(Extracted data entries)

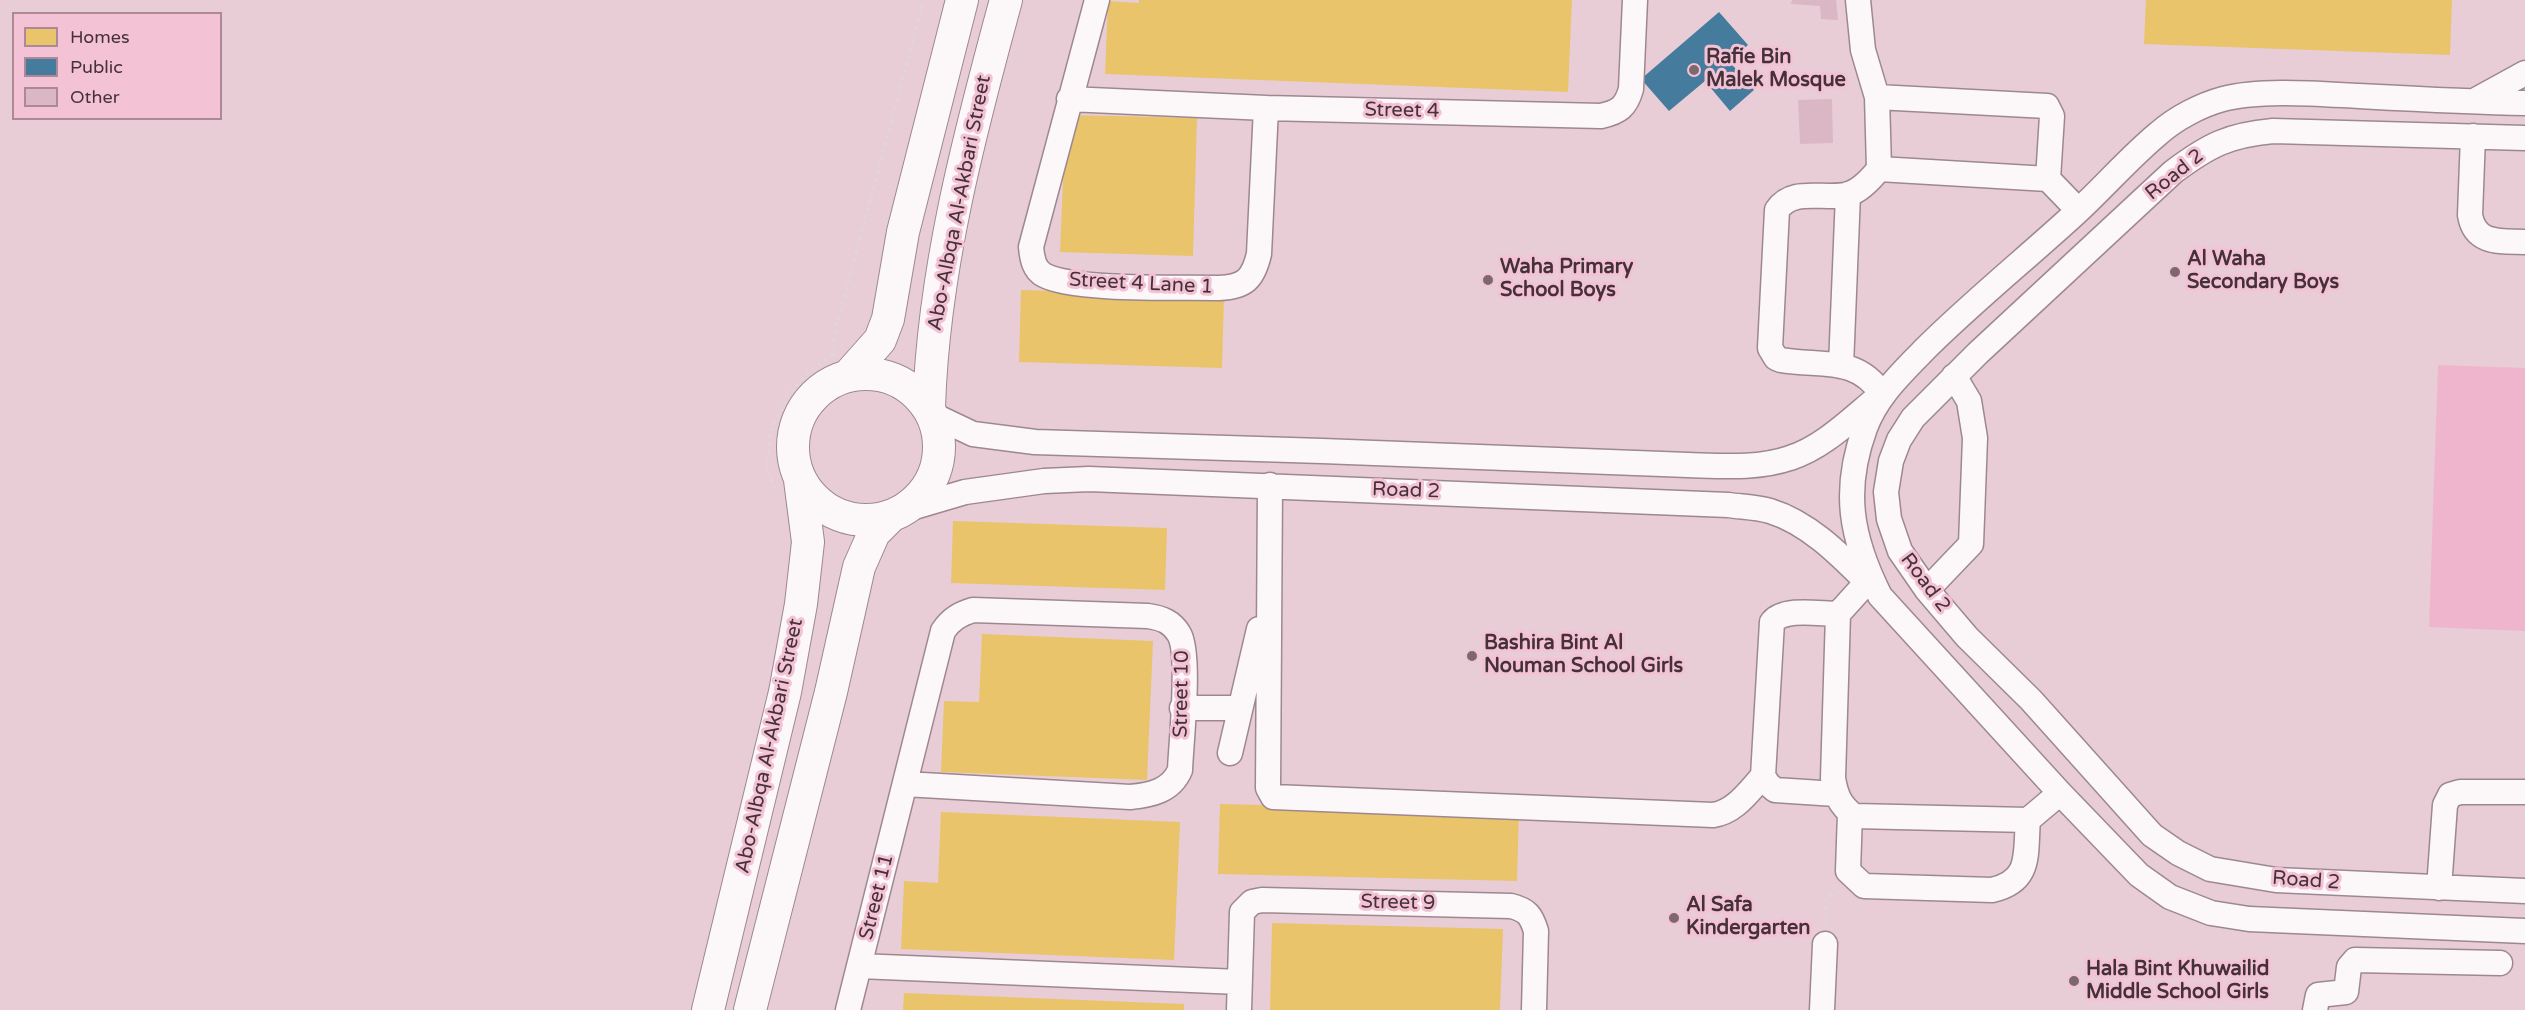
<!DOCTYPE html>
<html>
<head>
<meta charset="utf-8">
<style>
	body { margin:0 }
	#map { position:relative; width:2525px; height:1010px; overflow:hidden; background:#e8cdd7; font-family:"Varela Round",sans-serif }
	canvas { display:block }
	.legend { position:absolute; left:12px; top:12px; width:210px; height:108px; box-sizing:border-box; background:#f3c2d4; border:2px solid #ad8896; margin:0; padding:8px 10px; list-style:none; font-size:18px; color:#453139 }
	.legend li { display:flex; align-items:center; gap:12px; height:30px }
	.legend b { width:30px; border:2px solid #ad8896 }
</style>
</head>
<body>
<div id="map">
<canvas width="2525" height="1010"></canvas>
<ul class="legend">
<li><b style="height:16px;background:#e9c46a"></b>Homes</li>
<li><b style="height:16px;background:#457b9d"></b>Public</li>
<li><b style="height:16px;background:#dbb7c6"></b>Other</li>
</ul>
</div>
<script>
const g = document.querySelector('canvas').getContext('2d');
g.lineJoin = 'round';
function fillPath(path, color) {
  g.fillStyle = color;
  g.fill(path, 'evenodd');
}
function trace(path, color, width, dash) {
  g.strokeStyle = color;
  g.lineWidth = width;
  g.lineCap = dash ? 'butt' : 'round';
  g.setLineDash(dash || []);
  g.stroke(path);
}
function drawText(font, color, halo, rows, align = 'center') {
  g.font = font + ' "Varela Round",sans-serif';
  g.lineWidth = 6;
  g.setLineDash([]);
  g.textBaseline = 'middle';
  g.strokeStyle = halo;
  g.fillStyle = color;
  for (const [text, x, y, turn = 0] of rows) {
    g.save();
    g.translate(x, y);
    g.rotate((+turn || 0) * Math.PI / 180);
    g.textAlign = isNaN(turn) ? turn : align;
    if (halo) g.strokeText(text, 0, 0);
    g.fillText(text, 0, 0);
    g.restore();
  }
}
const green = new Path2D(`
	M2438,365L2525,368V631L2429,627Z`);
const homes = new Path2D(`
	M1139,0H1572L1568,92L1105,74L1108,1L1139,3Z
	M2146,0H2452L2450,55L2144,44Z
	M1068,115L1197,118L1193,256L1060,252L1063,182Z
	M1021,290L1224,296L1222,368L1019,362Z
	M953,521L1167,528L1165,590L951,583Z
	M982,634L1153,641L1147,780L941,772L944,701L979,702Z
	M1220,804L1519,811L1517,881L1218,874Z
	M941,812L1180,822L1174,960L901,949L904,881L938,883Z
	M1272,923L1503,929L1500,1010H1270Z
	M904,993L1184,1004V1010H903Z`);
const public = new Path2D(`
	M1719,12L1748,45L1729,61L1754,90L1730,111L1705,81L1669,111L1641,79Z`);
const building = new Path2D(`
	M1792,0H1836L1838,20L1821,19L1820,6L1791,4Z
	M1832,99L1833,143L1800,144L1798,100Z`);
const path = new Path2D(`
	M834,356L835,330L924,0
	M775,489L767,471L770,432L789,393L808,373L835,352
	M1826,924V898L1840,890`);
const minor = new Path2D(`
	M1097,0L1031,247C1032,258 1034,270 1044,275C1073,291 1182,287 1219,288C1245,287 1253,279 1259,254L1266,108
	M1877,97L2047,106L2052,116L2048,179
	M1069,99L1266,108L1601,116C1619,112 1626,107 1631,89L1635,0
	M2474,101L2525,73
	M2525,103C2470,102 2415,99 2359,96C2319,94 2262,89 2223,99C2201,105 2176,118 2159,133C2130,157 2106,185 2078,211C2027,258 1972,302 1923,351C1900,375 1877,396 1865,428C1842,491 1851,538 1880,596L2060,793L2139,875L2170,897L2211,913L2249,919L2525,931
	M2473,136L2470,215C2475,245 2501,241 2525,242
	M2525,138L2273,131C2229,135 2209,145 2173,172L1978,353L1913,418L1899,440L1891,461L1886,492L1889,519L1900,551L1927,590L1967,637L2031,700L2152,835L2178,853L2210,869L2276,880L2525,891
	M1879,169L2048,179L2078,210
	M1841,366L1848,194
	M933,415L973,434L1035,442L1322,451L1688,465C1722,466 1758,469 1790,458C1825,447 1854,416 1882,394C1856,355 1820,367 1781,360L1776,358L1770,348L1777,210C1793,186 1825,201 1849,194C1861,190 1871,179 1879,169L1877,97L1863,50L1858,0
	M1270,485L1268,788L1273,797L1713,815C1735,812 1748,792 1763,776
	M904,510L965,492L1044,481L1089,479L1728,505C1742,507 1756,507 1770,511C1809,523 1840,555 1868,583
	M1867,582L1838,614L1833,778C1836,796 1840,805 1854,816L2028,820L2060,793
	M1927,590L1971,544L1975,438L1969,401L1954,376
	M1182,708H1240
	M1230,753L1259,629
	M1836,794L1775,790L1768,784L1763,776L1772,622C1785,607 1819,614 1838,614
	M1850,813L1848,871L1864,886L1992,890C2032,881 2025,854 2028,820
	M2439,888L2445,805L2450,795L2460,792H2525
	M859,966L1239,982
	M848,1010L943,631C951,619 960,614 973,610L1148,616C1162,618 1172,622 1179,634C1191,654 1181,743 1180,770C1171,791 1151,795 1130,797L905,784
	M1239,1010L1242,912L1252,902L1262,900L1511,906C1527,910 1531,915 1536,931L1534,1010
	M1822,1010L1825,944
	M2315,1010L2318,995L2346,992L2349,967L2355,960L2500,963`);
const major = new Path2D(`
	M793 447a73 73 0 1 1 146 0a73 73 0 1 1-146 0Z
	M848,376L880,340L888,319L903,232L962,0
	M929,408C933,271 970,132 1006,0
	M708,1010L785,692L801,604L808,542L800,480
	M750,1010L831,692L859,567L874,533L890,517`);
const markers = [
	[1694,70,6,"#7e6870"],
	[2175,272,6,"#7e6870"],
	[1488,280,6,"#7e6870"],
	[1472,656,6,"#7e6870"],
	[1674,918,6,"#7e6870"],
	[2074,981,6,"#7e6870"]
];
const poiNames = [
	["Rafie Bin",1706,58],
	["Malek Mosque",1706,81],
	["Al Waha",2187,260],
	["Secondary Boys",2187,283],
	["Waha Primary",1500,268],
	["School Boys",1500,291],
	["Bashira Bint Al",1484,644],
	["Nouman School Girls",1484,667],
	["Al Safa",1686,906],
	["Kindergarten",1686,929],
	["Hala Bint Khuwailid",2086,970],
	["Middle School Girls",2086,993]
];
const streetNames = [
	["Street 4",1402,111,1],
	["Road 2",2175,175,-39],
	["Abo-Albqa Al-Akbari Street",960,203,-79],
	["Street 4 Lane 1",1141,284,3],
	["Road 2",1406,491,2],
	["Road 2",1925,583,53],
	["Street 10",1182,694,-89],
	["Abo-Albqa Al-Akbari Street",770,746,-78],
	["Road 2",2306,881,4],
	["Street 11",877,897,-76],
	["Street 9",1398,903,1]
];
fillPath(green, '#efb5cc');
fillPath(homes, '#e9c46a');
fillPath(public, '#457b9d');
fillPath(building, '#dbb7c6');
trace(minor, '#9d8890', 27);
trace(major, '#9d8890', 34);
trace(path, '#e0d6da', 3, [3, 4.5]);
trace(minor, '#fcf8f9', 24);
trace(major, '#fcf8f9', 32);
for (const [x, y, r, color] of markers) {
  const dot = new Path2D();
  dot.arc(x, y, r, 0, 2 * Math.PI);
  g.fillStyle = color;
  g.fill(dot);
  trace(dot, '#f3c2d4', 2);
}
drawText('bold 20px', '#453139', '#f3c2d4', poiNames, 'left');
drawText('20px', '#453139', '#f3c2d4', streetNames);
</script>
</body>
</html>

§ **Task directions**: Going back over the entries above, copy word for word every line from the one that has "function fillPath(path, color)" on through the one that has "M1220,804L1519,811L1517,881L1218,874Z".

§ **Result for this task**:
function fillPath(path, color) {
  g.fillStyle = color;
  g.fill(path, 'evenodd');
}
function trace(path, color, width, dash) {
  g.strokeStyle = color;
  g.lineWidth = width;
  g.lineCap = dash ? 'butt' : 'round';
  g.setLineDash(dash || []);
  g.stroke(path);
}
function drawText(font, color, halo, rows, align = 'center') {
  g.font = font + ' "Varela Round",sans-serif';
  g.lineWidth = 6;
  g.setLineDash([]);
  g.textBaseline = 'middle';
  g.strokeStyle = halo;
  g.fillStyle = color;
  for (const [text, x, y, turn = 0] of rows) {
    g.save();
    g.translate(x, y);
    g.rotate((+turn || 0) * Math.PI / 180);
    g.textAlign = isNaN(turn) ? turn : align;
    if (halo) g.strokeText(text, 0, 0);
    g.fillText(text, 0, 0);
    g.restore();
  }
}
const green = new Path2D(`
	M2438,365L2525,368V631L2429,627Z`);
const homes = new Path2D(`
	M1139,0H1572L1568,92L1105,74L1108,1L1139,3Z
	M2146,0H2452L2450,55L2144,44Z
	M1068,115L1197,118L1193,256L1060,252L1063,182Z
	M1021,290L1224,296L1222,368L1019,362Z
	M953,521L1167,528L1165,590L951,583Z
	M982,634L1153,641L1147,780L941,772L944,701L979,702Z
	M1220,804L1519,811L1517,881L1218,874Z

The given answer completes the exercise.